PDF of the presentation can be found here;
High Performance Computing in the Cloud
This talk was one of my favourites, and somethign I find very interesting. Traditionally High Performance Computing (HPC) has been the preserve of large corporations, reasearch depatements or governements. This is due to the size and complexity of computing environemtns required in order to perform HPC. With the advent of HPC in the cloud access to this level of compute resource is becoming much more widespread. Both the cost of entry and expertise requried to set up this type of environment are lowering dramatically. Cloud service providers are setting up both tradtional CPU based HPC offerings, and the newer, potentially vastly more powerful, GPU (Graphics Processor) based HPC offerings.
Onto the talk;
Cloud HPC can bring HPC levels of computational power to normal businesses for things like month / year level processing, and risk calculating etc.
In order to think about how you can use HPC, look to nature for inspiration – longest chain – how small a pieces can a process be broken down into in order to parallelise it?
– Traditional HPC – message passing (MPI), head node and multiple compute nodes, backed by shared storage. Scale issues – storage performance (use expensive bits)
– Newer HPC, more ‘Hadoop’ type model, data stored on compute (worker) nodes – they then just send back their results to the master node(s).
- Look at things like hive and pig that sit atop hadoop. More difficult to set up than MPI.
– Newest HPC – GPU – simpler cores, but many of them.
- CPU – ~10 cores maximum. CPU – hundreds cores (maybe thousands).
- Some super computers looking at 1000’s GPUs in a single computer.
- 4.5 teraflop graphics card < $2000!!
Cloud scale vs. on premise –
– On premise = measured by rack at a time.
– Cloud = lorry trailers added by simply plugging in network, cooling and power then turning on, left until enough bits fail, then returned to manufacturer..
Cloud = Focused effort! – Cloud power managed by CSP, researchers work.. No need for huge amount of local infrastructure.
How to move to the cloud, largely as with other stuff –
– Go all in – pure cloud. –
- MPI cluster – just have images of head and compute nodes – scale out. 10 node cluster hosted on amazon made top 500 computer list with minimal effort in setup / config.
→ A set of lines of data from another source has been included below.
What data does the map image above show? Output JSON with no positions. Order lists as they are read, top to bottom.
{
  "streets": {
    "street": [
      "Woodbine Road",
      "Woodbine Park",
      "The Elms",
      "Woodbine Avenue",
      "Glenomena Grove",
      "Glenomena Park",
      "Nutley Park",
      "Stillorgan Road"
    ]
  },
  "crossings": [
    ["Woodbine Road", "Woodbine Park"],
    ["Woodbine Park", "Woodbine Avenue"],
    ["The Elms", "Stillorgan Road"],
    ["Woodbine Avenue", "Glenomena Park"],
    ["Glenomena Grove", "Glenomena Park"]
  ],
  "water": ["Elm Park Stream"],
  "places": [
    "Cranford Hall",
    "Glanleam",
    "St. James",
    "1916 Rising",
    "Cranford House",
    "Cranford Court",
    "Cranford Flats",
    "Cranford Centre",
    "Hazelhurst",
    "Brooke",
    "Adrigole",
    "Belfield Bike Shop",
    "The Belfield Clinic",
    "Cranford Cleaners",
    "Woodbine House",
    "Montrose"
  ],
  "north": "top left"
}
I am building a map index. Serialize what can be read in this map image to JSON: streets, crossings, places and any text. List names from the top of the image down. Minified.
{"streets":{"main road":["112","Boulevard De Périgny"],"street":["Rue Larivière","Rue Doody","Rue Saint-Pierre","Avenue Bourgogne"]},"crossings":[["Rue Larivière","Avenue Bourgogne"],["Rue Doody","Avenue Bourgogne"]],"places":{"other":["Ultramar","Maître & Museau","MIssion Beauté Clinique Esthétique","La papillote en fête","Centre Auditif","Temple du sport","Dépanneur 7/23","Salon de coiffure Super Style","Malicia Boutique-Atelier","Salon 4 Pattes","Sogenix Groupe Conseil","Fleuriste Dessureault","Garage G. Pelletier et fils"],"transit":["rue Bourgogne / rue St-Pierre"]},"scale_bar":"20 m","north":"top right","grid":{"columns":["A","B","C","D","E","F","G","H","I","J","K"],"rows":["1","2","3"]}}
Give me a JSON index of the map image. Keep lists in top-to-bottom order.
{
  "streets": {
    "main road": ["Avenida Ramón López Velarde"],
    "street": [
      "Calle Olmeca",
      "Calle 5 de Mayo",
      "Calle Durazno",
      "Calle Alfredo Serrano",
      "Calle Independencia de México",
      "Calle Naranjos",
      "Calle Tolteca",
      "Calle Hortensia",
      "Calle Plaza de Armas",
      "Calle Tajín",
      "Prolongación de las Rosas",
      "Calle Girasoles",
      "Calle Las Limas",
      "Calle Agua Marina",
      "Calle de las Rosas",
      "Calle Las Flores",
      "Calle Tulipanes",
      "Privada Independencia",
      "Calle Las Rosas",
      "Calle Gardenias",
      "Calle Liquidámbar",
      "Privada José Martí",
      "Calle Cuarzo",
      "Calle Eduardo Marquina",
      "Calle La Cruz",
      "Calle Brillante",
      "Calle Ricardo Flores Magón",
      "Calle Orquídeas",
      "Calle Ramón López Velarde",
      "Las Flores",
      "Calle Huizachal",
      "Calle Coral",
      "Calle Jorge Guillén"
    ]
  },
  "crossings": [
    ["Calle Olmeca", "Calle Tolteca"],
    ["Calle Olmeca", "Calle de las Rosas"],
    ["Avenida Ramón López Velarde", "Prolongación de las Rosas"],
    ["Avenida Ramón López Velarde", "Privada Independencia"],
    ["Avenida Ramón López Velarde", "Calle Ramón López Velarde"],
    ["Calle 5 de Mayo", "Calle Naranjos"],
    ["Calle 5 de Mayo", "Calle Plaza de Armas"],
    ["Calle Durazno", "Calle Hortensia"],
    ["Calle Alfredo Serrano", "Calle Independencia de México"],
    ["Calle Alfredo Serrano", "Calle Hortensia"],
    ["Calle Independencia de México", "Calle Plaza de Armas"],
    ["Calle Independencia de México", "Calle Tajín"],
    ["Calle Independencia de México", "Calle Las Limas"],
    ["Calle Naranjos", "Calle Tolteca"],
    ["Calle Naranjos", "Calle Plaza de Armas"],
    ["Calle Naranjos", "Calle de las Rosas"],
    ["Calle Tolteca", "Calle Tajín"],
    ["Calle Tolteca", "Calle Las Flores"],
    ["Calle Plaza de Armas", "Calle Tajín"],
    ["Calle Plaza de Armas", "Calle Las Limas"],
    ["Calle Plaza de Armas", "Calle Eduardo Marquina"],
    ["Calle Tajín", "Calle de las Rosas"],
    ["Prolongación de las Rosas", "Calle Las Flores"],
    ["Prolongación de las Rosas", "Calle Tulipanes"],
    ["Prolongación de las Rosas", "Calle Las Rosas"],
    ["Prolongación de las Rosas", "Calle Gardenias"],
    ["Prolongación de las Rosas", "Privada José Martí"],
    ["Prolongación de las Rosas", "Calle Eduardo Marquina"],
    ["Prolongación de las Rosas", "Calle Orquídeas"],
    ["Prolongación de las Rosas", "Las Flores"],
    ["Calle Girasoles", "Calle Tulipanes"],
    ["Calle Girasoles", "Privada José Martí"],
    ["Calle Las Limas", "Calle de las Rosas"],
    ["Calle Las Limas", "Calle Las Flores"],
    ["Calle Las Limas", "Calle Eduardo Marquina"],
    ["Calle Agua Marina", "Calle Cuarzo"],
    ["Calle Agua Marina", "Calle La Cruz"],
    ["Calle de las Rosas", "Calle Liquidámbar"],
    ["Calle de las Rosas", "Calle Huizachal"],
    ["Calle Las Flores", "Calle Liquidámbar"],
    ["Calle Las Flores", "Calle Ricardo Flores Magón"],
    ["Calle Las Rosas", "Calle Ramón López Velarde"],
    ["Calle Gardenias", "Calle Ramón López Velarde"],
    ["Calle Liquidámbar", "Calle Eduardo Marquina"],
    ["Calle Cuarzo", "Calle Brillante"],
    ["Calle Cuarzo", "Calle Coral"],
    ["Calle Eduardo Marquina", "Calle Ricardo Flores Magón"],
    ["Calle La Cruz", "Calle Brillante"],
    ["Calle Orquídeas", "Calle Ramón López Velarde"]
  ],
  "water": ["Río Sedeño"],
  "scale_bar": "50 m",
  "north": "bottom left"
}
- Platform as a service – e.g. Apache Hadoop – based services for windows azure – just go through how big you want the cluster through the web interface – has excel interface already so excel can directly use this cluster for complex calculations!
– Go hybrid – add compute nodes from the cloud to existing HPC solution (consider – latency issues, and security issues (e.g. VPN to the cloud)).
You really don’t care about how the technology works. Only how it helps you work!
Dan Rosanova who gave the talk has an excellent Blog post with some metrics around HPC in the loud here; http://Danrosanova.wordpress.com/hpc-in-the-cloud
The slides from this talk can be downloaded here;
Final note – GPU development is currently mostly proprietary and platform specific. Microsoft is pushing their proposed open standard that treats CPU and CPU as ‘accelerators’ it does abstraction at run time rather than compile time. This would allow much greater standardisation of HPC development as it abstracts the code from the underlying processing architecture.
These are exciting times in the HPC world and I’d expect to see a lot more people / companies / research groups making use of this type of computing in the near future!